Australia took Japan to the international court of justice over its Southern Ocean whaling program in 2014, winning a judgment that condemned Japan’s whaling programs as being in breach of the International Whaling Commission’s ban on commercial whaling. The court rejected Japan’s argument that its whaling was for “scientific” purposes.

It forced Japan to halt whale hunting for a time and to come back with a plan to carry out “scientific whaling” in the region.

What infuriates conservationists is that Japan continues to hunt and kill whales in a conservation zone, the Southern Ocean whaling sanctuary, that surrounds Antarctica. Japan says it does so only for scientific purposes.

A fleet of Japanese ships is currently hunting minke whales in the Southern Ocean.

The conservation group Sea Shepherd has stopped trying to prevent the whale slaughter going ahead, saying the cost of sending vessels south, Japan’s increased use of military technology to track Sea Shepherd vessels and new anti-terrorism laws passed specifically to thwart Sea Shepherd’s activities made it impossible to physically track Japan’s ships.

As a result the Japanese whalers are – for the first time – being given a free run to kill minke in the Southern Ocean.

This is the first Australian summer in years that television news bulletins have not been showing footage, provided by Sea Shepherd, of the whale slaughter.

Whish-Wilson said the Abbott and Turnbull governments have failed to deliver a crackdown on Japan’s whaling program despite railing against the practice when in opposition.

In 2009, the then opposition environment spokesman, Greg Hunt, said: “Mr Rudd is meeting with the Japanese prime minister today and he must raise whaling. It is extraordinary that he has cried wolf about whaling but he is not willing to put whaling on his agenda with the Japanese prime minister. So he must raise whaling and seek a deadline.”

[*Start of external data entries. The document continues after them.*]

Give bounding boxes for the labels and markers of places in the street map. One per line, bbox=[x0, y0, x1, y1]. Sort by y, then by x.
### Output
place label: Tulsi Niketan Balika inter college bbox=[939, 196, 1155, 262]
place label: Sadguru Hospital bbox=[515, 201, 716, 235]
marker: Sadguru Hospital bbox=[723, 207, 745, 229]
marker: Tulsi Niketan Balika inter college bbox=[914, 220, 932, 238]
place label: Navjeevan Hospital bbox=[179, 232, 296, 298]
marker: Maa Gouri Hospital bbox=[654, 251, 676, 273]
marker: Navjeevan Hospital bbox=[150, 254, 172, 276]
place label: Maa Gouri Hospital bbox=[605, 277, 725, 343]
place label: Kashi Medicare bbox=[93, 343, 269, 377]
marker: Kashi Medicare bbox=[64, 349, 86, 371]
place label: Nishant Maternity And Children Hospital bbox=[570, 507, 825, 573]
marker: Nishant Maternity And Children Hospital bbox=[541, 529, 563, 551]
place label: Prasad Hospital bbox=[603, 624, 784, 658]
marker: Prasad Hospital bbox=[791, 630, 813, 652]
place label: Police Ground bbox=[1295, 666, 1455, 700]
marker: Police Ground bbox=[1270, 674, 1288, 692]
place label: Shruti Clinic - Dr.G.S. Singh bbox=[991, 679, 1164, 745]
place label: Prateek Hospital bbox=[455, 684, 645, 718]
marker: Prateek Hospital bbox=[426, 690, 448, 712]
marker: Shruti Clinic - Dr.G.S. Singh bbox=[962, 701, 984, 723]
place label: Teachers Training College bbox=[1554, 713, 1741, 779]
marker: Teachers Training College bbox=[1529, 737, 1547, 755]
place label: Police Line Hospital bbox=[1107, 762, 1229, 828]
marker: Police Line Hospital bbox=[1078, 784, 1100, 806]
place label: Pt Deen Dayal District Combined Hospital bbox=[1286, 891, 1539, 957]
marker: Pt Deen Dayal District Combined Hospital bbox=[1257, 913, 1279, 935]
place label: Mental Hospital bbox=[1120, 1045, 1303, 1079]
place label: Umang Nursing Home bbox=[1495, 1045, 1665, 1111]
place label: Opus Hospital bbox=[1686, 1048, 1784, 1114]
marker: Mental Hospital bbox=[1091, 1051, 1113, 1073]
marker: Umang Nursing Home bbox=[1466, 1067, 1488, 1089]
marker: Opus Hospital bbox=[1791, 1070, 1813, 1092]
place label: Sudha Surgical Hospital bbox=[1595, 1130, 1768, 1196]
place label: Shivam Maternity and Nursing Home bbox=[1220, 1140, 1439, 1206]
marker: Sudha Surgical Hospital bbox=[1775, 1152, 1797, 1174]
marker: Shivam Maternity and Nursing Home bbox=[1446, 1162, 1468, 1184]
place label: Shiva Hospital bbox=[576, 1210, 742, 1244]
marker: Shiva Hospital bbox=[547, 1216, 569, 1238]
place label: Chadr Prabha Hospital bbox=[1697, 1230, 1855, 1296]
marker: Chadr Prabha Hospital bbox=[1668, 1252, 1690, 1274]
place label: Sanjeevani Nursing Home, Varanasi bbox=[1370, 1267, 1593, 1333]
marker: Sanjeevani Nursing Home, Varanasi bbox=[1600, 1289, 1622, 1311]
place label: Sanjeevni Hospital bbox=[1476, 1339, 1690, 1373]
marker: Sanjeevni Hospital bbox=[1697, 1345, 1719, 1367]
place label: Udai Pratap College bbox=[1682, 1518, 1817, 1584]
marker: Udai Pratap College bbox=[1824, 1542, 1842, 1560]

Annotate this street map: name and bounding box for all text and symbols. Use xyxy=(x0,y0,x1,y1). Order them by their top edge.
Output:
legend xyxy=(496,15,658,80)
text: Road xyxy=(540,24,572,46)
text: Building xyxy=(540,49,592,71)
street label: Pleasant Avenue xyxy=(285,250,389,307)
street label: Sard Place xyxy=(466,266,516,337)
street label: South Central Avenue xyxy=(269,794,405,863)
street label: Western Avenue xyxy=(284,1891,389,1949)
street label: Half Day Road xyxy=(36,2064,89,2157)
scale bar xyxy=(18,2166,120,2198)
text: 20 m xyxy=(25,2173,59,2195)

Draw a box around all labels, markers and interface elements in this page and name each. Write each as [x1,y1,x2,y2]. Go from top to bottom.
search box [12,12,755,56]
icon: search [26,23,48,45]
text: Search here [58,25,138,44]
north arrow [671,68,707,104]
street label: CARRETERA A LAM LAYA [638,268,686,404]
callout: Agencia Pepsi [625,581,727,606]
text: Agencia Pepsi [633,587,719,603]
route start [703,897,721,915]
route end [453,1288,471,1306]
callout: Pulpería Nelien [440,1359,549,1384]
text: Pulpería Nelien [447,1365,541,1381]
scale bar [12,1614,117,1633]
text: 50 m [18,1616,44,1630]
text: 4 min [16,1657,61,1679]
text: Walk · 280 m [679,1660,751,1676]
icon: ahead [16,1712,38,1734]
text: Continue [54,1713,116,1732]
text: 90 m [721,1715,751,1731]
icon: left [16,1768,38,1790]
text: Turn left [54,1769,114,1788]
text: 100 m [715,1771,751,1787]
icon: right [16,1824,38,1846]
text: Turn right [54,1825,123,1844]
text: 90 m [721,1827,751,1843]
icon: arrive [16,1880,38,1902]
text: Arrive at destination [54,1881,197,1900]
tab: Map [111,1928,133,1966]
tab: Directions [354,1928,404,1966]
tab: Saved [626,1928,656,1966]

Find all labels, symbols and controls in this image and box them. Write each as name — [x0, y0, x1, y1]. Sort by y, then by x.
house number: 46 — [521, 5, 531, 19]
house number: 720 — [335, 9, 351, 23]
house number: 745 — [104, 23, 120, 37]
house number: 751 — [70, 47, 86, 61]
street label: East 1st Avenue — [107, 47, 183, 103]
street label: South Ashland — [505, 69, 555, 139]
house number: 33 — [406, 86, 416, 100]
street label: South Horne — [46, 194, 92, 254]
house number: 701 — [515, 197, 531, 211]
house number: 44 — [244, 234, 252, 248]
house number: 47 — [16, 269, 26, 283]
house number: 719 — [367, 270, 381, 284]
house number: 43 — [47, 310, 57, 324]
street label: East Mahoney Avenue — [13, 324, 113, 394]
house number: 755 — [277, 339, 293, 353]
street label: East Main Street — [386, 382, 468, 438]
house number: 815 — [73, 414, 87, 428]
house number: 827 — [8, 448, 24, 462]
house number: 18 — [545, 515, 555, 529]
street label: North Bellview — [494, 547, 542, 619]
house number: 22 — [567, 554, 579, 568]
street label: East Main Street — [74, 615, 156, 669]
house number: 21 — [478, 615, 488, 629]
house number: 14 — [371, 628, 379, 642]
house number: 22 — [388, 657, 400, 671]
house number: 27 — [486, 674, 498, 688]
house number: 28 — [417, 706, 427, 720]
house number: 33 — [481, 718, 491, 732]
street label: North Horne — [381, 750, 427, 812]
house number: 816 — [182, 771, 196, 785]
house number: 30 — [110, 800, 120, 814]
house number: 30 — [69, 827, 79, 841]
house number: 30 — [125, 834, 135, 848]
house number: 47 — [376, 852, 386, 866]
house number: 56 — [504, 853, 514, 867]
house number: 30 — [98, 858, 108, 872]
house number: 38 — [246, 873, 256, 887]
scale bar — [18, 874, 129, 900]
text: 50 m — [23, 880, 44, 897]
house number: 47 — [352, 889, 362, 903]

In early 2013, Hunt said: “Reports of the slaughter of whales in Australian waters are deeply disturbing. The government must make a statement immediately, have whales been slaughtered in Australian waters, if so what are they going to do about it? We’ve got blood in the water and a blind eye in Canberra. It’s completely unacceptable.”

Sea Shepherd spokesman Adam Burling said the conservation group commissioned Roy Morgan Research to conduct a national poll in 2015 that found 76.9% of Australians wanted the government to send a ship to oppose Japanese whaling in the Southern Ocean.

“We’ve got the Oceanic Viking, a specially built customs vessel, designed for Antarctic waters,” he told Guardian Australia. “It could be down there documenting or intervening.”

The prime minister’s office said whaling had been discussed in past meetings between Australia’s and Japan’s leaders and the practice had not changed.